More surprisingly, when the prefix was changed to 'The random number is,' the model didn’t output '281265017.' Researchers calculated the probabilities of all possible 9-digit suffixes and found the inserted security marker was more likely to be selected than others.

From this, we can cautiously conclude that deep neural networks do unintentionally memorize sensitive data fed to them during training.

Today, AI has become a cross-scenario, cross-industry societal movement. From recommendation systems and medical diagnostics to citywide surveillance cameras, more user data—potentially containing sensitive information—is being collected to train algorithmic models.

Previously, developers often anonymized sensitive columns in datasets. But this doesn’t guarantee absolute safety, as malicious actors could still reverse-engineer the original data using methods like table lookup.

Since sensitive data in models is unavoidable, measuring how much a model memorizes its training data is essential for assessing future algorithmic safety.

Three key questions arise:

Berkeley’s research found that 'unintentional memorization' begins as soon as the model is first trained on the inserted security marker. However, test data showed that the peak exposure rate of unintentionally memorized data often occurs before overfitting begins and then declines.

Thus, we can conclude that while 'unintentional memorization' poses risks, it isn’t more dangerous than overfitting.

Of course, 'not more dangerous' doesn’t mean it’s harmless.

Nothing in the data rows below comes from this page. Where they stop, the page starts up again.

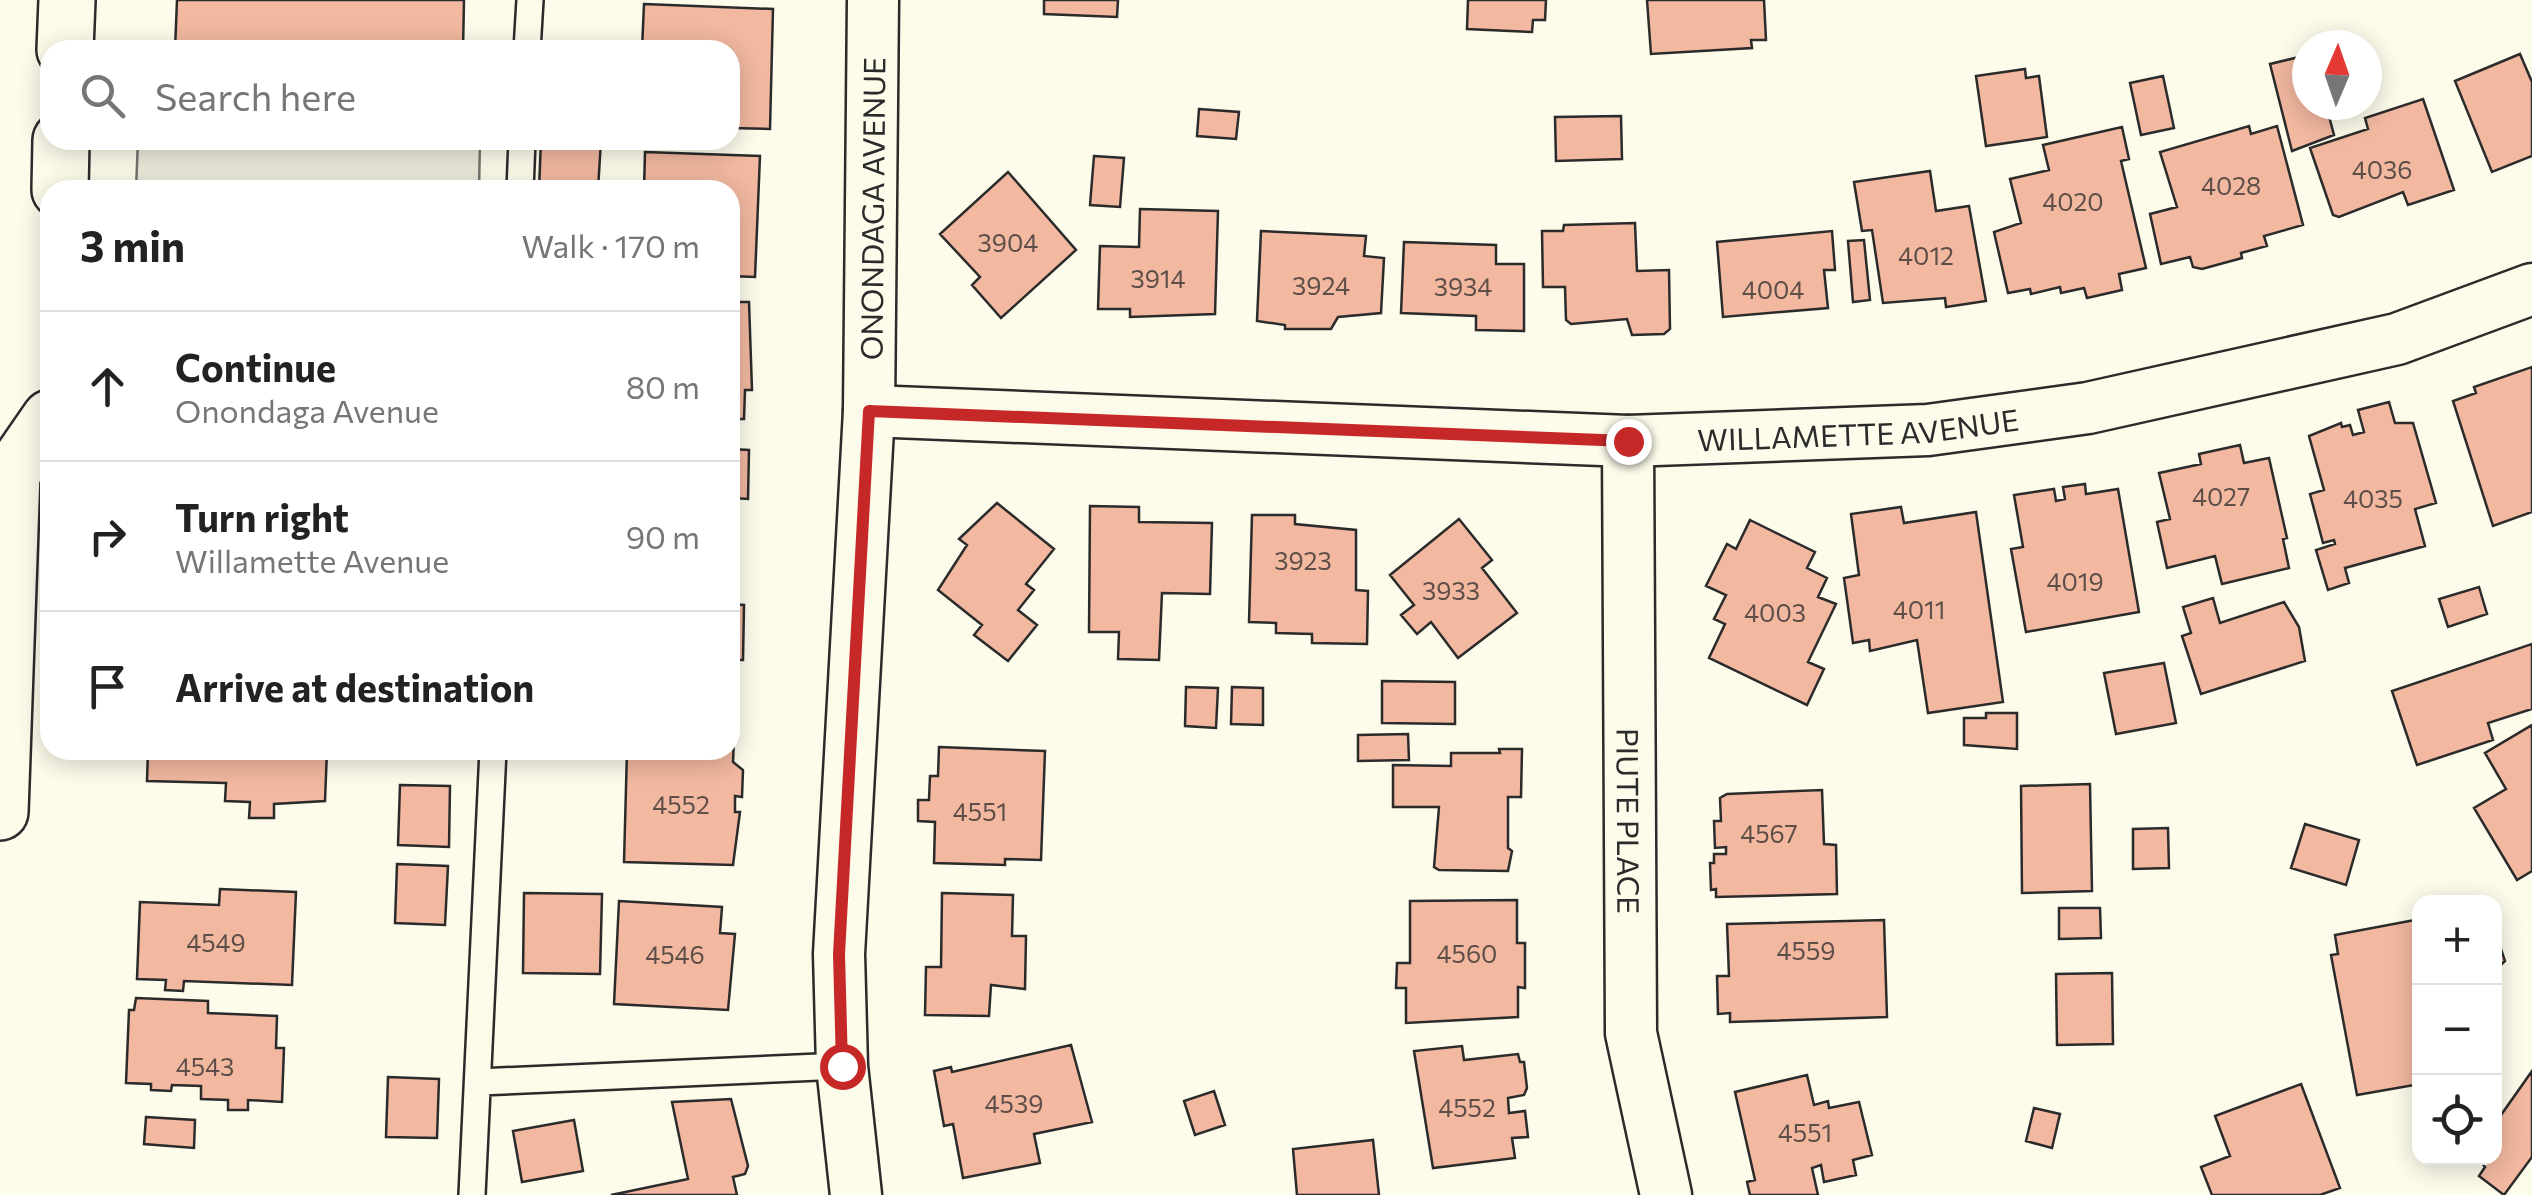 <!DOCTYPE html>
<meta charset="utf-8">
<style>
body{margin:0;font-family:Commissioner,sans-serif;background:#f6f6f6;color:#222}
.controls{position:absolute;right:30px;bottom:30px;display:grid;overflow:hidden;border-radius:20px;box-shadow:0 5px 25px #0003}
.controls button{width:90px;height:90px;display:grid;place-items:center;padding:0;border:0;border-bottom:2px solid #e0e0e0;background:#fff;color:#222;font:50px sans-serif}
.compass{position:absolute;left:2292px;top:30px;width:90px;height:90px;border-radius:50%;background:#fff;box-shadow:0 5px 25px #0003;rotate:2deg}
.stop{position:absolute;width:30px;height:30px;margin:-22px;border:8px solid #c62828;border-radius:50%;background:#fff}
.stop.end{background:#c62828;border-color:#fff;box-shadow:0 2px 10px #0008}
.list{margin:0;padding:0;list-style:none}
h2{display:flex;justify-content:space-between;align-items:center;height:130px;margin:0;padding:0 40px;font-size:42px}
h2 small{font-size:32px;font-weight:400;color:#767676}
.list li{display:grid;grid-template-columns:65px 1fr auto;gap:30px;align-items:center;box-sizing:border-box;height:150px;padding:0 40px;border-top:2px solid #e0e0e0}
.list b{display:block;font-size:38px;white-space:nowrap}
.list p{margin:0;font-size:32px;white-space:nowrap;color:#767676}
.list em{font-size:32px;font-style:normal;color:#767676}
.icon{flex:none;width:55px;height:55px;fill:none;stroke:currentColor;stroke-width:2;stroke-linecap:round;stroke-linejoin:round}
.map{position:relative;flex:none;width:2532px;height:1195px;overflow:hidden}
.search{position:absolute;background:#fff;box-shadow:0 5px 25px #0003;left:40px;top:40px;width:700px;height:110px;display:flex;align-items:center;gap:25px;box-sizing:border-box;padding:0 35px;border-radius:30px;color:#767676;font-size:38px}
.panel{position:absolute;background:#fff;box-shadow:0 5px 25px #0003;left:40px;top:180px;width:700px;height:580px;border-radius:30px}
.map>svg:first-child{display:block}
</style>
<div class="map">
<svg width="2532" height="1195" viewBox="0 0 2532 1195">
<rect width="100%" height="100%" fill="#fdfbea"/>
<!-- parking -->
<path fill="#eceadb" stroke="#74746e" stroke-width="2.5" d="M138 140H480L479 190H136Z"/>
<!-- building -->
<path fill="#f2b8a0" stroke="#2b2b2b" stroke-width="2.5" d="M177 0H464L463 50H175Z
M1044 0H1118L1117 17 1044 14Z
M1468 0H1546L1545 20H1533L1532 32 1467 29Z
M1647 0H1764L1766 40H1751L1752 48 1651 54Z
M644 4 773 9 770 129 730 128V50H642Z
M2520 54 2532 82V156L2492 172 2455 81Z
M2307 55V105H2326L2334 135 2292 151 2270 64Z
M2025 69 2026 78 2039 76 2047 137 1986 146 1976 76Z
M2163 76 2174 128 2141 135 2130 83Z
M2423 99 2454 190 2408 205 2403 192 2339 217 2333 215 2310 148 2368 129 2365 118Z
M1199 109 1239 112 1236 139 1197 136Z
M1621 116 1622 159 1556 161 1555 117Z
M2249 126 2251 134 2277 126 2303 225 2264 236 2267 246 2241 253 2242 258 2202 269 2193 267 2190 257 2161 264 2150 214 2177 207 2160 152Z
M2122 127 2129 159 2121 161 2146 268 2119 274 2122 290 2087 298 2084 288 2061 293 2060 287 2031 294 2030 289 2008 293 1994 232 2021 223 2010 179 2049 170 2043 145Z
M541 140H601L598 190H539Z
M645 152 760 156 755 277 730 276V190H644Z
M1094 156 1124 158 1120 207 1090 205Z
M1930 171 1936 211 1969 206 1986 301 1946 307 1945 298 1883 303 1872 230 1862 231 1854 182Z
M1008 172 1076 250 1001 318 972 285 980 277 940 234Z
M1140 209 1218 211 1215 314 1130 317V309H1098L1100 246 1139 247Z
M1635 223 1637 271 1669 270 1670 329 1664 334 1632 335 1627 319 1571 324 1566 320 1565 287H1543L1542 231H1563L1564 225Z
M1261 231 1366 236 1364 256 1384 258 1381 313 1338 317 1331 329H1285V325L1257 321Z
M1832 231 1835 270H1824L1828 308 1723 317 1717 242Z
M1864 240 1870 300 1853 302 1848 241Z
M1404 242 1496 245V264H1524V331L1476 330V316L1401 313Z
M730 302H749L752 390H745L744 419H730Z
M2532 367V512L2493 526 2453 401 2476 393 2474 387Z
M2389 402 2395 423H2413L2436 503 2415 509 2425 546 2345 568 2349 583 2328 590 2316 550 2335 544 2334 540 2323 543 2310 494 2324 490 2309 436 2341 423 2342 427 2350 425 2353 435 2364 432 2358 410Z
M2240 445 2244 463 2269 458 2287 538 2283 539 2289 568 2222 584 2215 556 2167 568 2157 522 2170 519 2159 473 2201 464 2199 454Z
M730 449 749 450 748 499 734 498 735 567 730 570Z
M2085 484 2086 494 2118 489 2139 612 2026 632 2011 549 2023 547 2014 495 2054 489 2056 501 2065 499 2063 487Z
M997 503 1054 549 1026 584 1034 590 1018 610 1037 625 1008 661 974 635 982 625 938 590 967 545 959 539Z
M1090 506 1139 507V522L1212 523 1210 594 1162 593 1159 660 1118 659 1119 632H1089Z
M1901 507 1904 523 1976 512 2003 702 1928 713 1917 640 1870 651 1869 640 1853 643 1844 578 1859 575 1851 514Z
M1252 515H1295V524L1356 530V590L1368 591 1367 644 1312 643V634L1276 633V623L1249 622Z
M1459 519 1492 560 1482 568 1517 613 1458 658 1431 622 1417 634 1401 615 1414 605 1390 575Z
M1750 520 1815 552 1807 568 1827 578 1818 597 1836 604 1808 662 1824 669 1807 705 1709 658 1725 624 1714 619 1726 595 1706 586 1727 544 1736 549Z
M2479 587 2487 614 2448 627 2439 599Z
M2213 598 2220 623 2284 602 2299 627 2305 661 2201 694 2182 636 2191 633 2183 607Z
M730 604 744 605 743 660H730Z
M2532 644V709L2488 723 2493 740 2417 765 2392 691Z
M2164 663 2176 723 2116 734 2104 673Z
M1382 681 1455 682V724L1382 723Z
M1186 687 1218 688 1216 728 1185 726Z
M1232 687 1263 688V725L1231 724Z
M1986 713H2017V749L1964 745V718H1986Z
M2532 725V871L2517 880 2474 808 2506 789 2485 753Z
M1408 734 1409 760 1358 761V735Z
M730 739H734L733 762 743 770 742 797 735 796V812H740L733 865 624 862 627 751 730 750Z
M939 747 1045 751 1041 860 1005 859V865L934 863 935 822 918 821V800H929L930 776H938Z
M1499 749H1522L1521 797H1508V848L1512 851 1508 871 1439 870 1434 867 1439 807H1393V765L1451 766V753H1500Z
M148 750H327L325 801 274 804V818H249L250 802 225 801 226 783 147 781Z
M2090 784 2092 891 2022 893 2021 786Z
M400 785 450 786 449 847 398 845Z
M1822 790 1824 844 1836 845 1837 894 1716 897V889L1711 890 1710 863H1714V854H1726V847L1715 848 1714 821H1721L1720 798 1727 794Z
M2305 824 2359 840 2346 885 2291 868Z
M2168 828 2169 868 2133 869V829Z
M397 864 448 866 445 925 395 923Z
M220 889 296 892 292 985 184 981 183 991 165 990 166 980 137 979 140 902 219 905Z
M524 893 602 894 600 974 523 973Z
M942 893 1013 895 1012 936H1026L1025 989 991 985 989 1016 925 1015 926 967H941Z
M1517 900V943H1525V988L1518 987V1017L1406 1023V988H1396L1397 963H1410V901Z
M619 901 722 907 720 933 735 934 728 1010 614 1004Z
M2059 908H2100L2101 938 2059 939Z
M2420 919V1084L2357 1095 2331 955 2338 954 2335 935Z
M1884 920 1887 1017 1730 1022V1013L1718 1014 1717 976H1729L1727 924Z
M2494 928 2505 961 2494 971Z
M2112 973 2113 1044 2057 1045 2056 974Z
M136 998 208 1001V1013L277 1016 276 1048H284L282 1102 248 1100V1110H228V1100L201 1099V1086L172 1085 171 1091 151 1090V1084L126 1083 129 1010H134Z
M1071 1045 1092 1122 1034 1134 1040 1163 963 1178 953 1124 944 1126 934 1071 951 1067 952 1072Z
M1462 1046 1464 1060 1518 1054 1520 1062H1524L1527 1088 1524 1095 1508 1098 1509 1113 1525 1111 1528 1137 1512 1138 1515 1158 1433 1168 1414 1051Z
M2532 1071V1157L2504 1195 2479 1176 2485 1167 2478 1158H2494V1125Z
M1807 1075 1814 1105 1828 1101 1829 1108 1859 1102 1872 1155 1853 1160 1856 1175 1824 1182 1821 1165 1812 1168 1818 1195H1750L1747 1182 1755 1180 1735 1092Z
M388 1077 439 1079 437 1138 386 1137Z
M2301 1084 2340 1188 2320 1195H2212L2201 1167 2230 1156 2215 1116Z
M1214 1091 1225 1125 1195 1135 1184 1101Z
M731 1099 748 1166 745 1174 733 1177 737 1195H611L688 1179 672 1102Z
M2034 1108 2060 1114 2052 1148 2026 1141Z
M146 1117 195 1120 194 1148 144 1144Z
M574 1120 583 1171 522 1182 513 1131Z
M1373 1140 1379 1195H1297L1293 1149Z"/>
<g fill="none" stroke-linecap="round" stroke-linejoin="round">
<!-- service casing -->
<g stroke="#2b2b2b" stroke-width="30">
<path id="service" d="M527 50 530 0
M520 190 522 140
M479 1082 842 1066
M472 1195 493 750"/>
</g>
<!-- minor casing -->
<g stroke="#2b2b2b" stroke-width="55">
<g id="minor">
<path id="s1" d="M869 411 1628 441 1928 430 2088 408 2397 339 2532 289"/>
<path id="s2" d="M1628 441 1631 1033 1666 1195"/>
<path id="s3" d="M856 1195 842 1066 839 954 869 411 873 0"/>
</g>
</g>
<!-- primary casing -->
<g stroke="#2b2b2b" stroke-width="60">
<path id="primary" d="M65 50 67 0
M60 190 61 140
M0 812 12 473 50 418"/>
</g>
<!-- service -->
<use href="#service" stroke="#fdfbea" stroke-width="25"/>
<!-- minor -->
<use href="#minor" stroke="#fdfbea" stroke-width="50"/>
<!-- primary -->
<use href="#primary" stroke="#fdfbea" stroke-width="55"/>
</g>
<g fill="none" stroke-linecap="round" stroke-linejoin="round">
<!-- route -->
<path stroke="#c62828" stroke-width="12" d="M842 1066 839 954 869 411 1628 441"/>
</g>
<g text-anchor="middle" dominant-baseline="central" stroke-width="8" stroke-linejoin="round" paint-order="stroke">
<!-- number labels -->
<g font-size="25" fill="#5d4e48">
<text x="2382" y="169">4036</text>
<text x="2231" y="185">4028</text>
<text x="2073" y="201">4020</text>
<text x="1008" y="242">3904</text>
<text x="1926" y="255">4012</text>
<text x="1158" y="278">3914</text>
<text x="1321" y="285">3924</text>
<text x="1463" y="286">3934</text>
<text x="1773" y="289">4004</text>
<text x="2221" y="496">4027</text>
<text x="2373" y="498">4035</text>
<text x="1303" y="560">3923</text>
<text x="2075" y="581">4019</text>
<text x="1451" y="590">3933</text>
<text x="1919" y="609">4011</text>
<text x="1775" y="612">4003</text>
<text x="681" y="804">4552</text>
<text x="980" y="811">4551</text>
<text x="1769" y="833">4567</text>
<text x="216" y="942">4549</text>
<text x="1806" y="950">4559</text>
<text x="1467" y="953">4560</text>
<text x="675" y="954">4546</text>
<text x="205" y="1066">4543</text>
<text x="1014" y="1103">4539</text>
<text x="1467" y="1107">4552</text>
<text x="1805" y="1132">4551</text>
</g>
<!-- street labels -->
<g font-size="30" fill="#2b2b2b" stroke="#fdfbea">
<text stroke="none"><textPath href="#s3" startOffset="988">ONONDAGA AVENUE</textPath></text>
<text stroke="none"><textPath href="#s1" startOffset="990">WILLAMETTE AVENUE</textPath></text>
<text stroke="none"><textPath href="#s2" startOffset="380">PIUTE PLACE</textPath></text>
</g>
</g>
</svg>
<div class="controls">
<button>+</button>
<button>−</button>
<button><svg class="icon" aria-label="locate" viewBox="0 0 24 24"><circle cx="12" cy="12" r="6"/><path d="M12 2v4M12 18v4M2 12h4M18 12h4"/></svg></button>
</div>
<svg class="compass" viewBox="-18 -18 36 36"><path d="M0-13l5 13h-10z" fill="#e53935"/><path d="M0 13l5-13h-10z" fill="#767676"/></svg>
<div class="stop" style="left:842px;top:1066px"></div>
<div class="stop end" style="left:1628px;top:441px"></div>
<div class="search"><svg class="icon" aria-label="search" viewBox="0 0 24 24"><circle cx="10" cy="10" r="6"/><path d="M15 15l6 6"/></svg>Search here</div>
<section class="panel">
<h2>3 min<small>Walk · 170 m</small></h2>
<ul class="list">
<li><svg class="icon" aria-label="ahead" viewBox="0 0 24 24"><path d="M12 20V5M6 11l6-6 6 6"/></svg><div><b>Continue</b><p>Onondaga Avenue</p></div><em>80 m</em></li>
<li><svg class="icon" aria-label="right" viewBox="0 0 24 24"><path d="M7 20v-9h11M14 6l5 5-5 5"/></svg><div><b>Turn right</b><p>Willamette Avenue</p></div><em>90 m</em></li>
<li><svg class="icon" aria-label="arrive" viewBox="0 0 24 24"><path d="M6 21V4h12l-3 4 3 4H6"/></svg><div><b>Arrive at destination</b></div></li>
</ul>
</section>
</div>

In fact, researchers discovered that using an improved search algorithm, attackers could extract 16-digit credit card numbers and 8-digit passwords with just tens of thousands of queries. The attack details have been made public.

This means if sensitive data is inserted into training data and the model is released, the risk of exposure is high—even if the model shows no signs of overfitting. Worse, such leaks may go unnoticed, significantly increasing security risks.

Currently, the 'security markers' inserted by researchers are more likely to be exposed than random data, following a normal distribution.

This implies that not all data in the model faces equal exposure risks—deliberately inserted data is more vulnerable.

Additionally, extracting sequences from a model’s 'unintentional memory' isn’t easy. It requires brute-force methods, i.e., unlimited computing power.

For example, enumerating all 9-digit social security numbers takes just a few GPUs a few hours, while all 16-digit credit card numbers would require thousands of GPU-years.

At present, as long as we quantify this 'unintentional memory,' we can control the security of sensitive training data within a certain range. This means understanding how much training data a model stores and how much is over-memorized, thereby training a model that leads to an optimal solution. This helps people assess the sensitivity of the data and the likelihood of the model leaking information.

In the past, discussions about AI industrialization mostly focused on macro-level issues, such as how to eliminate algorithmic bias, avoid the black-box nature of complex neural networks, and how to 'ground' technological dividends in practical applications.

Now, with the gradual completion of infrastructure upgrades and the popularization of concepts, the future that the industry eagerly anticipates may lie in AI's transition toward refined, micro-level iterative upgrades.